*Work task*: Omit all pictures. Reproduce exactly the lines from the first line of the records below through the line with "position:relative; width:1057px; height:494px;".

START Entries shown

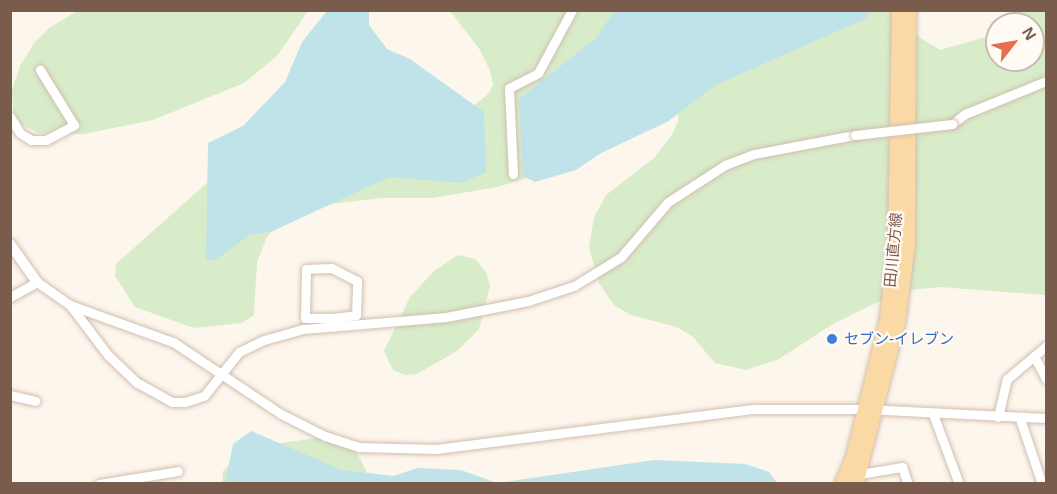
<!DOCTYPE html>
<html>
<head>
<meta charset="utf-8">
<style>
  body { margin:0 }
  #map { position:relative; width:1057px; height:494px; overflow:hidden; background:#fdf6ec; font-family:Arial,"Noto Sans JP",sans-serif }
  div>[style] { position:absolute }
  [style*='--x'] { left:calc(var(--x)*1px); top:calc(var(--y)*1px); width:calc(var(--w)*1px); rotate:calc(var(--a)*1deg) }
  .green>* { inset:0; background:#d8ecc9 }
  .water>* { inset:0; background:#bfe3e8 }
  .roads { filter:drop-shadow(0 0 2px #d1beb0) drop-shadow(0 0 2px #d1beb0) }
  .minor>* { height:9px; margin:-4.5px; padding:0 4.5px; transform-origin:4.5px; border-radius:4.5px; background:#fff }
  .tertiary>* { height:10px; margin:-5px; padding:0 5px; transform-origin:5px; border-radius:5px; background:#fff }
  .primary>* { height:14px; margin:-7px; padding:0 7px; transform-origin:7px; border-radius:7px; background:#fbd9a5 }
  .bridges { filter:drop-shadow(0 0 2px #d1beb0) drop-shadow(0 0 2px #d1beb0) }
  .minor-bridge>* { height:9px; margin:-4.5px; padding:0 4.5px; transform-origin:4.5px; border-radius:4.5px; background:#fff }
  .dots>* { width:16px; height:16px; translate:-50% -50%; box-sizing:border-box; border:3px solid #fffaf3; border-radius:50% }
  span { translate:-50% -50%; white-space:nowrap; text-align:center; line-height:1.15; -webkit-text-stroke:4.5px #fffaf3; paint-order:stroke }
  .street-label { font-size:15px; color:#7a5c4d }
  .shop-label { font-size:15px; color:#366cbe }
  .left { translate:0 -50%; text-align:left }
  .frame { position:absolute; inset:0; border:12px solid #7a5c4d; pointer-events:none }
  .north { position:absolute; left:985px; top:12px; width:60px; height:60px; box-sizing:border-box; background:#fffaf3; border:2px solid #cabbb1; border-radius:50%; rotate:59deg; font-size:16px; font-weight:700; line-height:24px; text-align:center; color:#7a5c4d }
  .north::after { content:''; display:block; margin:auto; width:21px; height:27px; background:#e76f51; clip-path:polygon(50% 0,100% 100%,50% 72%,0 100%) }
</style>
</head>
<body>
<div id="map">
  <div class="green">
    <div style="clip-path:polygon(77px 11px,308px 11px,277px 56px,244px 83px,153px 120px,84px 134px,39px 133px,22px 125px,13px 111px,12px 90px,20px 66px,35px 42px,49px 28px)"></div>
    <div style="clip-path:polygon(450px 11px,652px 11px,528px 178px,497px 187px,433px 198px,382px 198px,306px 207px,282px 218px,267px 237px,257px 262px,254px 315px,242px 323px,194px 328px,135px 307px,115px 276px,116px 264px,226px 166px,470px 109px,488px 94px,493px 85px,490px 71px,480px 50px)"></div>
    <div style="clip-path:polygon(713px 11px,902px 11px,911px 32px,940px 50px,997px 34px,997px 60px,1033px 60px,1033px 24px,1008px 24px,1019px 11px,1046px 11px,1046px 295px,940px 287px,900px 291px,833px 324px,779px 359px,746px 370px,715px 363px,692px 336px,676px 327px,631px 315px,614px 305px,599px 283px,589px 248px,594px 217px,606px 195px,654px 158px,672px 135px,678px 121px,680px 76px)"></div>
    <div style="clip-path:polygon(458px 255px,475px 259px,486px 272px,490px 286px,479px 329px,457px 351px,417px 374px,405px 375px,393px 370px,384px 351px,410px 297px,434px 271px)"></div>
    <div style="clip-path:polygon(318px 438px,346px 444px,357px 453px,372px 483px,222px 484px,223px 471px,229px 465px,273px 444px)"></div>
  </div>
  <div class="water">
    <div style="clip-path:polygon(615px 10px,868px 10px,868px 11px,867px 18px,716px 85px,667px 122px,601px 153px,576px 170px,535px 182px,523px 176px,519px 99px,596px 38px)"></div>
    <div style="clip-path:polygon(327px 11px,369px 11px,369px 25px,387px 49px,410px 59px,484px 112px,486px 172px,461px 183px,389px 177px,273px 231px,250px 235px,214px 261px,206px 259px,208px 143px,243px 126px,285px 82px,302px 42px)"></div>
    <div style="clip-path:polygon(251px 431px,342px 470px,394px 476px,417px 468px,461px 470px,497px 483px,654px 460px,745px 464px,769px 472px,777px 483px,225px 483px,233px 444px)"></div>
  </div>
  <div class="roads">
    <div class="minor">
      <div style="--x:10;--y:117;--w:19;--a:58"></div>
      <div style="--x:20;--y:133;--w:13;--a:32"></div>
      <div style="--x:31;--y:140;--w:15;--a:0"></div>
      <div style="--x:46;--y:140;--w:32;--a:-28"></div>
      <div style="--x:74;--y:125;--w:65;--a:-121.7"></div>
      <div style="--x:952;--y:124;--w:16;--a:-38"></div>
      <div style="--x:965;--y:114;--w:87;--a:-22.2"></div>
      <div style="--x:513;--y:174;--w:86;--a:-92.7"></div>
      <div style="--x:509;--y:88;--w:33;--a:-27"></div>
      <div style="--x:538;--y:73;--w:72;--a:-61.6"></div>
      <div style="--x:10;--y:297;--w:31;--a:-29"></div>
      <div style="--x:37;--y:282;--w:40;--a:34.9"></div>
      <div style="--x:70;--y:305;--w:109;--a:19.8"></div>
      <div style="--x:173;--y:342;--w:130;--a:33.7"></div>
      <div style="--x:281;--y:414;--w:49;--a:26.6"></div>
      <div style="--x:325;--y:436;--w:36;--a:18"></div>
      <div style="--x:359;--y:447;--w:77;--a:1.5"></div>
      <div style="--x:436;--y:449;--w:321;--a:-7.2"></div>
      <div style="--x:754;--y:409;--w:112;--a:0"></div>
      <div style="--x:866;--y:409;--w:180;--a:2.9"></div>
      <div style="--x:70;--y:305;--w:63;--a:52.8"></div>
      <div style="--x:108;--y:355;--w:39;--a:44"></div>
      <div style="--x:136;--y:382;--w:41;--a:29.1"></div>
      <div style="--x:172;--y:402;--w:13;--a:0"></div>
      <div style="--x:185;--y:402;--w:20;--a:-18"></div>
      <div style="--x:204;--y:396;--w:56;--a:-51.5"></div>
      <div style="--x:239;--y:352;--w:28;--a:-26"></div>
      <div style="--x:264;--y:340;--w:41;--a:-15.8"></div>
      <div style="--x:303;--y:329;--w:144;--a:-4.8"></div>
      <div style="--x:446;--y:317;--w:84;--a:-11"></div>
      <div style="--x:528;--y:301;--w:48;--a:-18.1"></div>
      <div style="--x:574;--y:286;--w:55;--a:-31.7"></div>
      <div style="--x:621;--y:257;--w:72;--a:-49.5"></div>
      <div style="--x:668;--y:202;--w:68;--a:-33"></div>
      <div style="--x:725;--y:165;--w:31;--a:-21"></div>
      <div style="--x:754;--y:154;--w:103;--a:-10.7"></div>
      <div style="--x:332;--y:327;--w:9;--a:-84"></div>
      <div style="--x:333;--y:318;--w:23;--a:-7"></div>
      <div style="--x:356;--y:315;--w:34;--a:-88"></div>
      <div style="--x:357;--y:281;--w:29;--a:-153"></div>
      <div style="--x:331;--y:268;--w:25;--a:178"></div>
      <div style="--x:306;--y:269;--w:49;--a:91.2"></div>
      <div style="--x:305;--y:318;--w:28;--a:0"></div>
      <div style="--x:1034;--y:356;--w:26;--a:62"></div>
      <div style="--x:10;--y:395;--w:26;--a:13"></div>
      <div style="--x:933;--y:414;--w:75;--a:69.6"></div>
      <div style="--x:998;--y:417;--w:39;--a:-77"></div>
      <div style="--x:1007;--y:379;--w:51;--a:-40.2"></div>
      <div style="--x:1020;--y:419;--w:69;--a:71.3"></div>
      <div style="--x:860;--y:474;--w:43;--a:-9.5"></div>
      <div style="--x:902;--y:467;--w:18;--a:71"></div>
      <div style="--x:99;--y:484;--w:80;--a:-9.3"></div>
    </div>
    <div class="tertiary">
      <div style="--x:10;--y:244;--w:47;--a:54.6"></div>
    </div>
    <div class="primary">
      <div style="--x:842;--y:484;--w:28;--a:-67"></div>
      <div style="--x:853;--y:458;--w:142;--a:-76.2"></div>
      <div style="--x:887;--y:320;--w:76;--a:-84"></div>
      <div style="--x:895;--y:244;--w:234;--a:-89"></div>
      <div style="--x:856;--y:484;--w:166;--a:-75.4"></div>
      <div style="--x:898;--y:323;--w:81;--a:-82.9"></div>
      <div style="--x:908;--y:243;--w:233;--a:-89.8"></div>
    </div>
  </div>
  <div class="bridges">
    <div class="minor-bridge">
      <div style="--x:855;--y:135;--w:98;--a:-6.5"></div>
    </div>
  </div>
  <div class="dots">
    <div style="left:832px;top:339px;background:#3f7fe0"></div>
  </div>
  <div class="street-label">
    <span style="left:893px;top:250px;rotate:-85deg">田川直方線</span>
  </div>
  <div class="shop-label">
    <span class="left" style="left:844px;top:339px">セブン-イレブン</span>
  </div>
  <div class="frame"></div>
  <div class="north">N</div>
</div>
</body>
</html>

END Entries shown

*The completed task*:
<!DOCTYPE html>
<html>
<head>
<meta charset="utf-8">
<style>
  body { margin:0 }
  #map { position:relative; width:1057px; height:494px; overflow:hidden; background:#fdf6ec; font-family:Arial,"Noto Sans JP",sans-serif }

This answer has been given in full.